Contributing to the AWS Ruby SDK: When Documentation and Implementation Don't Match

Published August 23, 2025

4 min read

Tags: aws, ruby, oss

The Problem

I was working on some IAM role configuration at work when our Discourse deployment started failing with AWS credential errors. The error was frustrating because according to the AWS documentation, everything should have been working perfectly.

The deployment was trying to use credential_source = Environment in the AWS config, which is a standard approach documented in the AWS CLI guide. But for some reason, the Ruby SDK wasn't picking up the credentials.

The Investigation

Like any good debugging session, I started by tracing through the credential chain. The AWS Ruby SDK has a pretty clear credential resolution process, so I dug into the source code to see what was happening.

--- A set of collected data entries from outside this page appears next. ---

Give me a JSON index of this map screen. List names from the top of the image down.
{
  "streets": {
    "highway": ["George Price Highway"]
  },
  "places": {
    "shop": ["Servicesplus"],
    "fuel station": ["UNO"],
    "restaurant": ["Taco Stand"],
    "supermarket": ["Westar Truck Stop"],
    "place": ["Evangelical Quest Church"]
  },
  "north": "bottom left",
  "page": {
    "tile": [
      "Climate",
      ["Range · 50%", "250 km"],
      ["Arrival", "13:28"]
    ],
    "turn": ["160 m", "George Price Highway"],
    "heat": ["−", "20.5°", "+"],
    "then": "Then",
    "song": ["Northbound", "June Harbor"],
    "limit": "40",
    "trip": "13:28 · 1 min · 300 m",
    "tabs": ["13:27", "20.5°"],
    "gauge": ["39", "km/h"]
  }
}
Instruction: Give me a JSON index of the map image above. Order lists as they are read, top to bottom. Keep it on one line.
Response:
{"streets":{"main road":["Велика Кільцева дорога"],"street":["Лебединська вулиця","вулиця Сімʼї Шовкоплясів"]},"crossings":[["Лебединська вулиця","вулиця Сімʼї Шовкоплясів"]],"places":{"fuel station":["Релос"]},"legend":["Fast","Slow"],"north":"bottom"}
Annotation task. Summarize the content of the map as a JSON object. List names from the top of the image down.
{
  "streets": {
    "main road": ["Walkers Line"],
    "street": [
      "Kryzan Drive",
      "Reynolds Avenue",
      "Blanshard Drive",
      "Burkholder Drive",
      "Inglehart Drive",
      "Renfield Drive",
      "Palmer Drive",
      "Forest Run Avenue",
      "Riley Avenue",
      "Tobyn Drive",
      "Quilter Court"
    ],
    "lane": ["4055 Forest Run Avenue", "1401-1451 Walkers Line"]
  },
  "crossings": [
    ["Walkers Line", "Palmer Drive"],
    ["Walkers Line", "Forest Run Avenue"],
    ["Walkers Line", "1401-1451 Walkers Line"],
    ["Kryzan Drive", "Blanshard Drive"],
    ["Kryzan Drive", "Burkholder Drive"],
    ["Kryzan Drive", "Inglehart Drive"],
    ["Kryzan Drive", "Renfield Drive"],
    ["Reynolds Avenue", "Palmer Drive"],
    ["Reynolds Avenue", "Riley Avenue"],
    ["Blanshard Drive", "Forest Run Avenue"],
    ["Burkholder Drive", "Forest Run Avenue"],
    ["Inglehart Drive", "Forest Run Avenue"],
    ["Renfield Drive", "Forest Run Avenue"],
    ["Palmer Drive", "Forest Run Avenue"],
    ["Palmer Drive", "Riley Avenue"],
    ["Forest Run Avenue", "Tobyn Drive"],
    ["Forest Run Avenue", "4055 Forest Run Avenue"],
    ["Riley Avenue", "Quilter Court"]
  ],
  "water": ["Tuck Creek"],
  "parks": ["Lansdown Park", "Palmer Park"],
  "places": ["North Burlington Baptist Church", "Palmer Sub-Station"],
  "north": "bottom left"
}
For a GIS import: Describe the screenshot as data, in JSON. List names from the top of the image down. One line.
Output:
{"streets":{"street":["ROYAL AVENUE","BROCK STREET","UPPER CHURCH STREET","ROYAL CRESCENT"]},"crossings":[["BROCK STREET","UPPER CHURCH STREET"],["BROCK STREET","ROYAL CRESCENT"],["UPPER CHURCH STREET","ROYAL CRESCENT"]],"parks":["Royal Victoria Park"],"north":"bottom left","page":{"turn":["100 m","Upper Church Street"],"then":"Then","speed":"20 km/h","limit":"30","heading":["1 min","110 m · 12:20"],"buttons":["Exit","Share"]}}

That's when I found something interesting: the AWS CLI documentation clearly shows Environment as a supported credential source, but when I looked at the Ruby SDK implementation, that option was completely missing.

Here are the docs

Here's what I found in the SDK:

case credential_source
  when 'Ec2InstanceMetadata'
    # ... implementation exists
  when 'EcsContainer'
    # ... implementation exists
  when 'Environment'
    # ... nothing here! end

The CLI supports it, the documentation says it should work, but the Ruby SDK just... doesn't implement it.

The Solution

This felt like a classic case where implementation lagged behind documentation. Since I needed this working for our deployment, I decided to contribute the missing functionality back to the project.

The fix was actually pretty straightforward once I understood the pattern:

when 'Environment'
  Aws::Credentials.new(
    ENV['AWS_ACCESS_KEY_ID'],
    ENV['AWS_SECRET_ACCESS_KEY'],
    ENV['AWS_SESSION_TOKEN']
  )

I added comprehensive tests to make sure it worked correctly and that I wasn't breaking any of the existing 20,000+ tests in the project.

The Contribution

https://github.com/aws/aws-sdk-ruby/pull/3283

Here's the thing - I don't really know Ruby that well. But the codebase was well-organized and the patterns were clear enough that I could understand what needed to happen.

I submitted the PR with:

The Response

The response from the AWS team was exactly what you hope for in open source:

"Hey, thanks for opening a PR. I agree that we should support this and I may make some changes to this PR as well."

That's maintainer gold right there - acknowledgment that the gap was real and willingness to collaborate on getting it merged.

What I Learned

This whole experience reinforced a few things for me:

Documentation gaps happen: Even in well-maintained projects like the AWS SDKs, there can be mismatches between what's documented and what's implemented.

Don't let unfamiliar languages stop you: I was able to contribute meaningfully to a Ruby project despite not being a Ruby developer. Good code organization and clear patterns make this possible.

Small changes can have big impact: This was maybe 10 lines of actual code, but it unblocked our deployment and will help other developers who hit the same issue.

The Bigger Picture

This kind of contribution is exactly why I love working as a generalist. Instead of saying "that's not my language" or "someone else should fix the AWS SDK," I could trace the problem to its source and ship a fix.

The best part? Our Discourse deployment should work now, and hopefully other developers won't hit this same roadblock in the future.

Update

Since writing this, the change has been expanded with additional tests and approved by the maintainers. It's really rewarding to see a small contribution grow into something that's now part of the SDK itself. This is a great reminder that even small fixes matter -- they can make life easier for the next developer who comes along.